Air Products completes acquisition of Shell’s coal gasification technology/patents; strategic alliance with Shell for liquids gasification for refineries
08 May 2018
Air Products has acquired the Coal Gasification Technology licensing business from Shell Global Solutions International B.V., a subsidiary of Royal Dutch Shell plc, and formed a strategic alliance with Shell for residue gasification technology to refinery complexes.
The acquisition includes Shell’s associated patent portfolios for solids (coal and biomass) gasification and sharing of patent rights for residue and biomass gasification. Financial terms are not being disclosed for the agreement, initially announced in January.
These moves extend Air Products’ offerings in synthesis gas (syngas) to provide turn-key sale-of-gas gasification facilities for solids (coal and biomass) and liquids (refinery residues).
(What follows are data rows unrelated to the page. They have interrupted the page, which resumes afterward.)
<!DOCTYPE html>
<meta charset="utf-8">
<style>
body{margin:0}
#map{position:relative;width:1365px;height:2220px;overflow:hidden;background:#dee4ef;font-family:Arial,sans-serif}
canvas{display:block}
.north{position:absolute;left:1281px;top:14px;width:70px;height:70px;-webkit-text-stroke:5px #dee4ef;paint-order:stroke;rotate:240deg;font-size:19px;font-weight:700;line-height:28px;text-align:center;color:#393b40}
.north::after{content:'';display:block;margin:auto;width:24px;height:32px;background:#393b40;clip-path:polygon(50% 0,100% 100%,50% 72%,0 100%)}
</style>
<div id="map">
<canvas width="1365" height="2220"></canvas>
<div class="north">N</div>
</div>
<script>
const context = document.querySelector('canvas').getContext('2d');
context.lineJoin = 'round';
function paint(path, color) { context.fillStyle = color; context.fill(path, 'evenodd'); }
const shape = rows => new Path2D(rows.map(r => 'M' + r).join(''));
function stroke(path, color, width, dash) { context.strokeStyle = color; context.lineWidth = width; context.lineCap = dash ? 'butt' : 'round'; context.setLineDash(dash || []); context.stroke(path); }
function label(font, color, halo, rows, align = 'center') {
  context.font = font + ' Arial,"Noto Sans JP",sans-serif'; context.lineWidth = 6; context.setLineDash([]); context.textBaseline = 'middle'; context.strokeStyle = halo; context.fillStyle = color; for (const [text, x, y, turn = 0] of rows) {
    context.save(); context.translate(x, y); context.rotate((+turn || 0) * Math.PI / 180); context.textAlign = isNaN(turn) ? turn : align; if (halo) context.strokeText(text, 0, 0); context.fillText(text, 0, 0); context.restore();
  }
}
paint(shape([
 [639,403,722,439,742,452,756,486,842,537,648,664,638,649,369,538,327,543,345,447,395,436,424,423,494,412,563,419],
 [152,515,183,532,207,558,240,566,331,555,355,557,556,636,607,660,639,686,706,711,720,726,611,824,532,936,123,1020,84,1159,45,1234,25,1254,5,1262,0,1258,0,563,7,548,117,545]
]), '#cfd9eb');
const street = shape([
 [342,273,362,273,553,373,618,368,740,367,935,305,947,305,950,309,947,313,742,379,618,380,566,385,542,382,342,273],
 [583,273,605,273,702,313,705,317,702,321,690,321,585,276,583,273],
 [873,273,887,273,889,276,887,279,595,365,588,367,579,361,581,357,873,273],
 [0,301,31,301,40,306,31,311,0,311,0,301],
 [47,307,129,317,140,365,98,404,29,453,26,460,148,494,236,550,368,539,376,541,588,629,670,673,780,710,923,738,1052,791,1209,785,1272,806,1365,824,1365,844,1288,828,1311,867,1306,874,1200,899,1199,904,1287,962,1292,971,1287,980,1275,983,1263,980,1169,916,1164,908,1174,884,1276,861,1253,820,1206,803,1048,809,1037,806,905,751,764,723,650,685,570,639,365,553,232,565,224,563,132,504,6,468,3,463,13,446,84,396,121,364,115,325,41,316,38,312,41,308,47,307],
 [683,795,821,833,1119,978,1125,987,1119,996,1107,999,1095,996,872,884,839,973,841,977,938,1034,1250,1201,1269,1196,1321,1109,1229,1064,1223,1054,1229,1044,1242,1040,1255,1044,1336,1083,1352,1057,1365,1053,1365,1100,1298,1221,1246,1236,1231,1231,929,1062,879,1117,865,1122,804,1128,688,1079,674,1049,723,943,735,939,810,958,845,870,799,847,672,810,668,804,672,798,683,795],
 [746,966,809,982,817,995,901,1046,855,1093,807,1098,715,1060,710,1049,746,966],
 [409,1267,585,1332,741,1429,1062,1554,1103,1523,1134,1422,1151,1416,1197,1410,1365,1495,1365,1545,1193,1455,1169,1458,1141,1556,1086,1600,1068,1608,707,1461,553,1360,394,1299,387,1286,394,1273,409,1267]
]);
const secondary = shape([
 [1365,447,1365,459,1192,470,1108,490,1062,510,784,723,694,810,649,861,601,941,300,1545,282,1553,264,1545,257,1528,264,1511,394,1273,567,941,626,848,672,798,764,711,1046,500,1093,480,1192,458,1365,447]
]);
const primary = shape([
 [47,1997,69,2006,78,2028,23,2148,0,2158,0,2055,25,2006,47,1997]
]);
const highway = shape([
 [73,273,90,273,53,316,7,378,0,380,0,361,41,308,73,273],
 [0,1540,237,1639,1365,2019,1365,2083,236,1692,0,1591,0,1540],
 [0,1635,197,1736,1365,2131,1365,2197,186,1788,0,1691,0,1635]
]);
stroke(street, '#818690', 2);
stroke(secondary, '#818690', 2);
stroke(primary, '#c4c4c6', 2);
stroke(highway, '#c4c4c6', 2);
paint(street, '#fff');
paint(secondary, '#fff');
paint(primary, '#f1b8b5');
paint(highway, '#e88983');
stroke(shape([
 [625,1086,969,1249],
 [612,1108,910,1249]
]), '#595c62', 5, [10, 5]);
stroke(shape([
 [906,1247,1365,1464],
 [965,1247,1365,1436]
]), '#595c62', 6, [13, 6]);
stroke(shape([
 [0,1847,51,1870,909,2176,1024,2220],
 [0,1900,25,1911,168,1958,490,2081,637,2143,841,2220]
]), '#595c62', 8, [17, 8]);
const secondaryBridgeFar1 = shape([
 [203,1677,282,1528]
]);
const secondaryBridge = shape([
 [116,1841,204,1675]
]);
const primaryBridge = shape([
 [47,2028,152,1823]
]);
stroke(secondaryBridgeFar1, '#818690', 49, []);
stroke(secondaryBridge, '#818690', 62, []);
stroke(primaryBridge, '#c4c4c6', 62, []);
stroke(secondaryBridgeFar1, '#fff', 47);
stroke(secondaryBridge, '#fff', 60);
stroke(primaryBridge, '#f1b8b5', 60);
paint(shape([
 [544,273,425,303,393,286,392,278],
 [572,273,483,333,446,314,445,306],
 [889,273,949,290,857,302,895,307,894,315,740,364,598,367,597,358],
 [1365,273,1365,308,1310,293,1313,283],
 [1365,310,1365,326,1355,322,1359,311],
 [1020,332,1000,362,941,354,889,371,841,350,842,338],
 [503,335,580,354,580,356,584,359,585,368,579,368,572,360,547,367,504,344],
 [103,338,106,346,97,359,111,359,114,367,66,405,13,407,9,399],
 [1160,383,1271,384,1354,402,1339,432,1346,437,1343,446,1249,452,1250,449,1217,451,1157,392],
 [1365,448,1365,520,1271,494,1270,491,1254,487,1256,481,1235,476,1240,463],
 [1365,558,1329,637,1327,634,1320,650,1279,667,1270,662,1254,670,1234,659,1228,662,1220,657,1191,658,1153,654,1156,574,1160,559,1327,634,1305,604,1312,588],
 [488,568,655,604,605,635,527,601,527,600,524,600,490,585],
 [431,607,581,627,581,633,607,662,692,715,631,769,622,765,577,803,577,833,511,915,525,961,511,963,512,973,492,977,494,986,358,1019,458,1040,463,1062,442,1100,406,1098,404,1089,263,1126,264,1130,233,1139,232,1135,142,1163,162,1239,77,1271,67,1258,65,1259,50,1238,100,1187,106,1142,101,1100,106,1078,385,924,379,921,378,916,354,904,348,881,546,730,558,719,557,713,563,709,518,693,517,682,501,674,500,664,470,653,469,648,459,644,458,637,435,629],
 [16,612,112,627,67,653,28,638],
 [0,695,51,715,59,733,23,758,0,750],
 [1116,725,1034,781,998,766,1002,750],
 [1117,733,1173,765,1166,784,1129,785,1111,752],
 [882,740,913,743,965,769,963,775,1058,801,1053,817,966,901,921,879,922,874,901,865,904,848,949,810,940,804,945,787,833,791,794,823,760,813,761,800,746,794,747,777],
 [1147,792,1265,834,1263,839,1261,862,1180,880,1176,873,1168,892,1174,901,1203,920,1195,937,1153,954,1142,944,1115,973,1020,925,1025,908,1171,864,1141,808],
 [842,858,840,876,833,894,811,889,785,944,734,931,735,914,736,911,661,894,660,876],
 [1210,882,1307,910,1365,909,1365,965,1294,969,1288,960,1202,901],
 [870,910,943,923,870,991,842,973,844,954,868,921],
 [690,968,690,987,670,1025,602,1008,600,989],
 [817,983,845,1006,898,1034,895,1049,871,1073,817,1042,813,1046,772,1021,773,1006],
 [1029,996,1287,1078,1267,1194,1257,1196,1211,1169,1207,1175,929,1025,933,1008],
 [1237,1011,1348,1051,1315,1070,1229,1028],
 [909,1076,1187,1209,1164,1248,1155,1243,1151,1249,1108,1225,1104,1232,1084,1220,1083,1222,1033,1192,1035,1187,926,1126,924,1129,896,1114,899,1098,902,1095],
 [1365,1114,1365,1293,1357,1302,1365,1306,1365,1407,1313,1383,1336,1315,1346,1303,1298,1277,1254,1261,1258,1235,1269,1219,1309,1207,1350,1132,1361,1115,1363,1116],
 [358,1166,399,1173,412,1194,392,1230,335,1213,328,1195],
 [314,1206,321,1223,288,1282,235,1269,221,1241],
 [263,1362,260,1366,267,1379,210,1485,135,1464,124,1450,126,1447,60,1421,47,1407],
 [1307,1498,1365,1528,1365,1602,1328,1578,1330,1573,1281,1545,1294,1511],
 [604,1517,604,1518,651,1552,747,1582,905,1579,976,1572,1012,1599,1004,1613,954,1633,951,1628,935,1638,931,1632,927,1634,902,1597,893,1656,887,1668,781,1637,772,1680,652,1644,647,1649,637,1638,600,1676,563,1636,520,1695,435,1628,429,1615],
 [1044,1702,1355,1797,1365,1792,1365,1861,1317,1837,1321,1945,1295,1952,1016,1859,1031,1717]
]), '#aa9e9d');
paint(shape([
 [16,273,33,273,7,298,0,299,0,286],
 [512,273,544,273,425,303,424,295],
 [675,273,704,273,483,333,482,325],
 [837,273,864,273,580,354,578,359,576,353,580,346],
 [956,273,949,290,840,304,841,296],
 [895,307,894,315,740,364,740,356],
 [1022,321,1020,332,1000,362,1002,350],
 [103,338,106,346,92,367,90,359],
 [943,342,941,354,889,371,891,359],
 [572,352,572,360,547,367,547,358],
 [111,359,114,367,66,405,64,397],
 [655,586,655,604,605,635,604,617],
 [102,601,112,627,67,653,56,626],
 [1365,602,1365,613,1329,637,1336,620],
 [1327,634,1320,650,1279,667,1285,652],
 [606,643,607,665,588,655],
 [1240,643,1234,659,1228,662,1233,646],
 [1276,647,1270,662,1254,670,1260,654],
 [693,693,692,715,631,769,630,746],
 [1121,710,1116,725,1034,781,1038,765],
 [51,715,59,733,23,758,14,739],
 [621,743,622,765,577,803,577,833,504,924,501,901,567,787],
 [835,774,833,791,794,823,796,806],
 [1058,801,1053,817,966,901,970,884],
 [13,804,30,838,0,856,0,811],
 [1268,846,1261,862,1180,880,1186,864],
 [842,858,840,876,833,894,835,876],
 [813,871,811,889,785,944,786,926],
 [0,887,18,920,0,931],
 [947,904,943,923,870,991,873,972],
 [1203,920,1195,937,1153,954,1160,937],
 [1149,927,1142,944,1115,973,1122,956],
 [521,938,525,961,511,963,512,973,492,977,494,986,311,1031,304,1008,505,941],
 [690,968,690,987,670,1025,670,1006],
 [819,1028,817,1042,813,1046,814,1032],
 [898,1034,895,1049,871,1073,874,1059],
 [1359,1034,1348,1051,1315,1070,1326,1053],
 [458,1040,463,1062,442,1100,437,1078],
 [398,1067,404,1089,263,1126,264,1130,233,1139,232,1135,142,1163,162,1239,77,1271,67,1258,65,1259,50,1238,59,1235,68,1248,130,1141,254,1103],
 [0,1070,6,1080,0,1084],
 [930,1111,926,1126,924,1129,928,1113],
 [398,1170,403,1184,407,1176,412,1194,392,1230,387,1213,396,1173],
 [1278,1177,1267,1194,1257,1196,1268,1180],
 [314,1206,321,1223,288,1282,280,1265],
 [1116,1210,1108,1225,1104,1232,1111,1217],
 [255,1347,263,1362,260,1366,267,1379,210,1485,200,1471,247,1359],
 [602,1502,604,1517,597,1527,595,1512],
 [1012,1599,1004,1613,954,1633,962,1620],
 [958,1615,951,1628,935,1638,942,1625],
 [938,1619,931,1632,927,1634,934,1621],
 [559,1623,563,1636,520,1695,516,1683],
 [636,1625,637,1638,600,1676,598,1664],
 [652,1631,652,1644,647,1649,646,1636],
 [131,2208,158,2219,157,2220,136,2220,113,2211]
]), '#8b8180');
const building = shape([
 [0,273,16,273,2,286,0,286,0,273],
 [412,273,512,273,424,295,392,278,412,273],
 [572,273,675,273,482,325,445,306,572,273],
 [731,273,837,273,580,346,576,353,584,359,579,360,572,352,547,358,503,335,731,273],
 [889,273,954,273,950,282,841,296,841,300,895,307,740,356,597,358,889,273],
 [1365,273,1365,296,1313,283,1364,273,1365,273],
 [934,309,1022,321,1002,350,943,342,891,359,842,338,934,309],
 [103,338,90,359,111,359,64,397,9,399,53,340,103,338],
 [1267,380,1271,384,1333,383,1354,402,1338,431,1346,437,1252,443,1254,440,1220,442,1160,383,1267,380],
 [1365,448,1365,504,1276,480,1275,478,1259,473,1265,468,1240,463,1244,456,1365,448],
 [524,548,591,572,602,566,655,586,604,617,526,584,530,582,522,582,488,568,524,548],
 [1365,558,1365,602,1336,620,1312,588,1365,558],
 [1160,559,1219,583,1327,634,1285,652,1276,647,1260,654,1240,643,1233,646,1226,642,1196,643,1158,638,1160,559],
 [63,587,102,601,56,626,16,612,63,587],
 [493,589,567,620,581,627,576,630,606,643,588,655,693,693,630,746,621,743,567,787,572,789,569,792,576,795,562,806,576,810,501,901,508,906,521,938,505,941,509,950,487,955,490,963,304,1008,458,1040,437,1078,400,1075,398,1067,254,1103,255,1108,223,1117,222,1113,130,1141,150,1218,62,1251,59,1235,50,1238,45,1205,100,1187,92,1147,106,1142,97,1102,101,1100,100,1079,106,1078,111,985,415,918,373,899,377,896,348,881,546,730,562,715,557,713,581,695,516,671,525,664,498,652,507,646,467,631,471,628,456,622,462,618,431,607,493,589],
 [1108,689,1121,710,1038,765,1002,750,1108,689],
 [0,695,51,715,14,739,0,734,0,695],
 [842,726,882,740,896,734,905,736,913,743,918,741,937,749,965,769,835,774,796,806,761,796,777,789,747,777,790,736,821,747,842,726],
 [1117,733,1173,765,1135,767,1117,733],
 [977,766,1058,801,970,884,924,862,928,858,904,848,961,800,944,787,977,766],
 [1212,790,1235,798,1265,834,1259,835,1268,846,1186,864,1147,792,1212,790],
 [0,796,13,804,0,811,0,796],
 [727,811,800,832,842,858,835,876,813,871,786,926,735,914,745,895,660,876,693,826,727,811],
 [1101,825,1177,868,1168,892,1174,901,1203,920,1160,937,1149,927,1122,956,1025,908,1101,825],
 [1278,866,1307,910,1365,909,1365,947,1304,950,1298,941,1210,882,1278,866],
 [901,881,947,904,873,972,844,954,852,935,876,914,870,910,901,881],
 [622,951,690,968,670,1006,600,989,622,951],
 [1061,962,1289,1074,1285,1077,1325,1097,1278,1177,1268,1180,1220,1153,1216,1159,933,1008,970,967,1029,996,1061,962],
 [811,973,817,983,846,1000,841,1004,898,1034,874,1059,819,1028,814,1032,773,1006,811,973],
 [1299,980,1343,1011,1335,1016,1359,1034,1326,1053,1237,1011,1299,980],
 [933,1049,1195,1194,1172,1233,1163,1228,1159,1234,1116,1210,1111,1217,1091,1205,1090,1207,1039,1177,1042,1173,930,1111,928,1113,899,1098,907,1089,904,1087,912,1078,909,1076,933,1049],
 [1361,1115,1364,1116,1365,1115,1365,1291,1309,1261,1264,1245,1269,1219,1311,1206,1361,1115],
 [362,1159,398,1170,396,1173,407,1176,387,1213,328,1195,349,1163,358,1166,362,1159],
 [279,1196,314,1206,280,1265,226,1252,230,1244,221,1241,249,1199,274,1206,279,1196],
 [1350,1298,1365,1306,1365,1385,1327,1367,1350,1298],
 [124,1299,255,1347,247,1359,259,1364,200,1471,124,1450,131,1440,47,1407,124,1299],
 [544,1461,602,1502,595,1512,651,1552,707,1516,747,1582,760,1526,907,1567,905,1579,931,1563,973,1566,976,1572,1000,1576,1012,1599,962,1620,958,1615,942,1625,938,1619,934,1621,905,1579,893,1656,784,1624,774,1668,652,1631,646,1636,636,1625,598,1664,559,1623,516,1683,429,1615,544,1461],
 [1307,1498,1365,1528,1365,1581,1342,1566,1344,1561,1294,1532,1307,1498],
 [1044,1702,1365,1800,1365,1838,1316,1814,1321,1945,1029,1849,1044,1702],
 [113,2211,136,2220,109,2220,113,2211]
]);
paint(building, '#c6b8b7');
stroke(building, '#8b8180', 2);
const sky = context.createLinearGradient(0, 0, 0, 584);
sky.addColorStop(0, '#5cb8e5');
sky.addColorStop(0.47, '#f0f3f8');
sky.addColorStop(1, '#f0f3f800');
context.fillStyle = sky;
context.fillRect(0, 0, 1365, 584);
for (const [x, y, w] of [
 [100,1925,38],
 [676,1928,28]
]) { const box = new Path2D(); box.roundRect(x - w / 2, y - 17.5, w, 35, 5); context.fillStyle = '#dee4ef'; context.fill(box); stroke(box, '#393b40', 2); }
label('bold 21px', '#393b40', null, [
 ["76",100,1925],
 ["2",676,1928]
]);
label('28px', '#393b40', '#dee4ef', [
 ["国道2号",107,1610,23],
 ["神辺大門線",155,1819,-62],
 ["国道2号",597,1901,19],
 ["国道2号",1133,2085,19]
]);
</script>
In its sale-of-gas business model, Air Products finances, builds, owns, operates and maintains the gas production plant, enabling customers to focus attention and capital on their primary business.
Gasification technologies offer a way to take varied lower-value feedstocks and convert them in a lower-emission manner into syngas. Air Products can then provide this syngas to customers to make higher-value products. Shell has been at the forefront of gasification research and innovation over the past 50 years, with reports showing 170 Shell gasification process (SGP) and 34 coal gasifiers built, and currently, 96 SGP and 24 Shell coal gasification process gasifiers in operation worldwide.
This acquisition of Shell’s gasification process capabilities will further support previously announced projects by Air Products such as Lu’An in Changzhi, Shanxi Province, China, which the company has successfully closed, as announced on its fiscal second quarter earnings call, as well as for future projects.
Through the new strategic alliance between Air Products and Shell in liquids (residue) gasification, Air Products will offer complete sale-of-gas residue gasification facilities to the refining industry and will be a project operating partner for the supply of industrial gases in the strategic alliance. The alliance will leverage Shell’s technology lead in the liquids (residue) gasification area, as demonstrated at the world-scale Jazan combined gasification/refinery project under construction in Jazan Economic City, Saudi Arabia.
The real issue here probably isn't liquids, coal or biomass. More likely than not, it's petcoke (the residue left from "coking" heavy oils to make lighter, usable fractions from unsalable heavy residues).
Petcoke is filthy, to the point where coal-fired power plants just miles from refineries won't or can't burn the stuff (emissions regulations). Gasifiers which can handle coal can also use petcoke (as the Wabash River Repowering Project proved) and of course they could take the heavy residual oils and gasify them directly, avoiding the coker altogether. They can turn this stream into syngas, which has a multitude of uses. Syngas contains a great deal of hydrogen, which is required for hydrocrackers and desulfurization units. Carbon monoxide can be water-gas shifted to hydrogen and CO2, or burned for process heat.
As emission limits tighten, it seems to me that gasification has a bright future.